## [TASK TO CARRY OUT]
Your reply should contain every record, restated word for word.

## [RECORDS FOR THIS TASK]
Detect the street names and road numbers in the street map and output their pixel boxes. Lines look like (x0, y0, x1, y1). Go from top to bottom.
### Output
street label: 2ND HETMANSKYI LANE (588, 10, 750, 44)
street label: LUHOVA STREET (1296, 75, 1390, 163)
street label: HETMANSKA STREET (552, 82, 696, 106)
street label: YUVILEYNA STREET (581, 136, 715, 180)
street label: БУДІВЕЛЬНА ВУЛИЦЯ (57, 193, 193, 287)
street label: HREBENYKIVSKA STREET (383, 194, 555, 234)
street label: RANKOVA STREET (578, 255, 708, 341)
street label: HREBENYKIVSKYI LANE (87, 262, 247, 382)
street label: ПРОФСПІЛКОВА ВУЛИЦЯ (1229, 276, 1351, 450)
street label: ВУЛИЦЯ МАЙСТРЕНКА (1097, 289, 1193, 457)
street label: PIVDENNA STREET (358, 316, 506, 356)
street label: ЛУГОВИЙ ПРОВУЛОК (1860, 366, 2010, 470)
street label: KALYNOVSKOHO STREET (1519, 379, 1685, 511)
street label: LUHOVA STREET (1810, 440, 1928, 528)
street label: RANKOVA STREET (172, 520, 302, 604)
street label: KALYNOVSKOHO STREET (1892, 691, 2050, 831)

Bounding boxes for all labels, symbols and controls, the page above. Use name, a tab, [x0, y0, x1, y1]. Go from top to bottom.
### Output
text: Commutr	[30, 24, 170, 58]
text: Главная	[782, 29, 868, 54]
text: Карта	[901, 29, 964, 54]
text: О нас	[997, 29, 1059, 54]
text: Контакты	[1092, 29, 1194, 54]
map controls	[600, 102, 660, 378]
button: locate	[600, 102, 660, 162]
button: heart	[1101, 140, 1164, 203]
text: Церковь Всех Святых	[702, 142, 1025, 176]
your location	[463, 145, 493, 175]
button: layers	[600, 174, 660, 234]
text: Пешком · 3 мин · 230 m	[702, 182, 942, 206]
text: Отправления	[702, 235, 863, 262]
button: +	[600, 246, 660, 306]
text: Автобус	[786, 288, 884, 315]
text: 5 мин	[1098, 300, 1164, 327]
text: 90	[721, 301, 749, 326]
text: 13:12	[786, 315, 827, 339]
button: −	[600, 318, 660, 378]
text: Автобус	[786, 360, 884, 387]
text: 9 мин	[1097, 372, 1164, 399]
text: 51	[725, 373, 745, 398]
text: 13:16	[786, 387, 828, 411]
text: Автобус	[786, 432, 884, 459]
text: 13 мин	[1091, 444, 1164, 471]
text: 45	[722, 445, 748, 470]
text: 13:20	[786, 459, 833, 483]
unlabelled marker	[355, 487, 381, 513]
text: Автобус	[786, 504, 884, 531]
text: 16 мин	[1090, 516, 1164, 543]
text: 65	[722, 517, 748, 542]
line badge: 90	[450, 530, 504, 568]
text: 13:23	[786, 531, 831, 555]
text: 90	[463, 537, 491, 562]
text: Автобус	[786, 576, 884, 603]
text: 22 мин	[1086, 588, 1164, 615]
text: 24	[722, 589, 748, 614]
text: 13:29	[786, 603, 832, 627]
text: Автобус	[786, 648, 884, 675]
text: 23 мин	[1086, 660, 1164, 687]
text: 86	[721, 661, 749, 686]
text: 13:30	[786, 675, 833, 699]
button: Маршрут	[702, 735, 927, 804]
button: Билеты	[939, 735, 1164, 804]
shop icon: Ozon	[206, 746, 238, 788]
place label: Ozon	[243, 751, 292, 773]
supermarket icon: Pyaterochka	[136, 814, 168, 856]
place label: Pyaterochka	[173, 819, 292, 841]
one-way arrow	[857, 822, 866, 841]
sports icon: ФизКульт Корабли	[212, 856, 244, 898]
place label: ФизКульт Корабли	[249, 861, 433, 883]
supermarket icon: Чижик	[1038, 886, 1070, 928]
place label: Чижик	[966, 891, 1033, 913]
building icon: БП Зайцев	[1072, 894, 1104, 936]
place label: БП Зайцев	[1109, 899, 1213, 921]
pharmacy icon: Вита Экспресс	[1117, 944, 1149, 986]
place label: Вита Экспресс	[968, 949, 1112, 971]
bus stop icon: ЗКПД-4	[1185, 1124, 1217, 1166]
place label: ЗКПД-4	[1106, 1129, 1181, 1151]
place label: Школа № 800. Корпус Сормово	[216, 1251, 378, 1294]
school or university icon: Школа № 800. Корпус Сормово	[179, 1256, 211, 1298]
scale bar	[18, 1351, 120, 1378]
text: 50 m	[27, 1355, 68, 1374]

## [SOLUTION FOR THIS PROBLEM]
Detect the street names and road numbers in the street map and output their pixel boxes. Lines look like (x0, y0, x1, y1). Go from top to bottom.
### Output
street label: 2ND HETMANSKYI LANE (588, 10, 750, 44)
street label: LUHOVA STREET (1296, 75, 1390, 163)
street label: HETMANSKA STREET (552, 82, 696, 106)
street label: YUVILEYNA STREET (581, 136, 715, 180)
street label: БУДІВЕЛЬНА ВУЛИЦЯ (57, 193, 193, 287)
street label: HREBENYKIVSKA STREET (383, 194, 555, 234)
street label: RANKOVA STREET (578, 255, 708, 341)
street label: HREBENYKIVSKYI LANE (87, 262, 247, 382)
street label: ПРОФСПІЛКОВА ВУЛИЦЯ (1229, 276, 1351, 450)
street label: ВУЛИЦЯ МАЙСТРЕНКА (1097, 289, 1193, 457)
street label: PIVDENNA STREET (358, 316, 506, 356)
street label: ЛУГОВИЙ ПРОВУЛОК (1860, 366, 2010, 470)
street label: KALYNOVSKOHO STREET (1519, 379, 1685, 511)
street label: LUHOVA STREET (1810, 440, 1928, 528)
street label: RANKOVA STREET (172, 520, 302, 604)
street label: KALYNOVSKOHO STREET (1892, 691, 2050, 831)

Bounding boxes for all labels, symbols and controls, the page above. Use name, a tab, [x0, y0, x1, y1]. Go from top to bottom.
### Output
text: Commutr	[30, 24, 170, 58]
text: Главная	[782, 29, 868, 54]
text: Карта	[901, 29, 964, 54]
text: О нас	[997, 29, 1059, 54]
text: Контакты	[1092, 29, 1194, 54]
map controls	[600, 102, 660, 378]
button: locate	[600, 102, 660, 162]
button: heart	[1101, 140, 1164, 203]
text: Церковь Всех Святых	[702, 142, 1025, 176]
your location	[463, 145, 493, 175]
button: layers	[600, 174, 660, 234]
text: Пешком · 3 мин · 230 m	[702, 182, 942, 206]
text: Отправления	[702, 235, 863, 262]
button: +	[600, 246, 660, 306]
text: Автобус	[786, 288, 884, 315]
text: 5 мин	[1098, 300, 1164, 327]
text: 90	[721, 301, 749, 326]
text: 13:12	[786, 315, 827, 339]
button: −	[600, 318, 660, 378]
text: Автобус	[786, 360, 884, 387]
text: 9 мин	[1097, 372, 1164, 399]
text: 51	[725, 373, 745, 398]
text: 13:16	[786, 387, 828, 411]
text: Автобус	[786, 432, 884, 459]
text: 13 мин	[1091, 444, 1164, 471]
text: 45	[722, 445, 748, 470]
text: 13:20	[786, 459, 833, 483]
unlabelled marker	[355, 487, 381, 513]
text: Автобус	[786, 504, 884, 531]
text: 16 мин	[1090, 516, 1164, 543]
text: 65	[722, 517, 748, 542]
line badge: 90	[450, 530, 504, 568]
text: 13:23	[786, 531, 831, 555]
text: 90	[463, 537, 491, 562]
text: Автобус	[786, 576, 884, 603]
text: 22 мин	[1086, 588, 1164, 615]
text: 24	[722, 589, 748, 614]
text: 13:29	[786, 603, 832, 627]
text: Автобус	[786, 648, 884, 675]
text: 23 мин	[1086, 660, 1164, 687]
text: 86	[721, 661, 749, 686]
text: 13:30	[786, 675, 833, 699]
button: Маршрут	[702, 735, 927, 804]
button: Билеты	[939, 735, 1164, 804]
shop icon: Ozon	[206, 746, 238, 788]
place label: Ozon	[243, 751, 292, 773]
supermarket icon: Pyaterochka	[136, 814, 168, 856]
place label: Pyaterochka	[173, 819, 292, 841]
one-way arrow	[857, 822, 866, 841]
sports icon: ФизКульт Корабли	[212, 856, 244, 898]
place label: ФизКульт Корабли	[249, 861, 433, 883]
supermarket icon: Чижик	[1038, 886, 1070, 928]
place label: Чижик	[966, 891, 1033, 913]
building icon: БП Зайцев	[1072, 894, 1104, 936]
place label: БП Зайцев	[1109, 899, 1213, 921]
pharmacy icon: Вита Экспресс	[1117, 944, 1149, 986]
place label: Вита Экспресс	[968, 949, 1112, 971]
bus stop icon: ЗКПД-4	[1185, 1124, 1217, 1166]
place label: ЗКПД-4	[1106, 1129, 1181, 1151]
place label: Школа № 800. Корпус Сормово	[216, 1251, 378, 1294]
school or university icon: Школа № 800. Корпус Сормово	[179, 1256, 211, 1298]
scale bar	[18, 1351, 120, 1378]
text: 50 m	[27, 1355, 68, 1374]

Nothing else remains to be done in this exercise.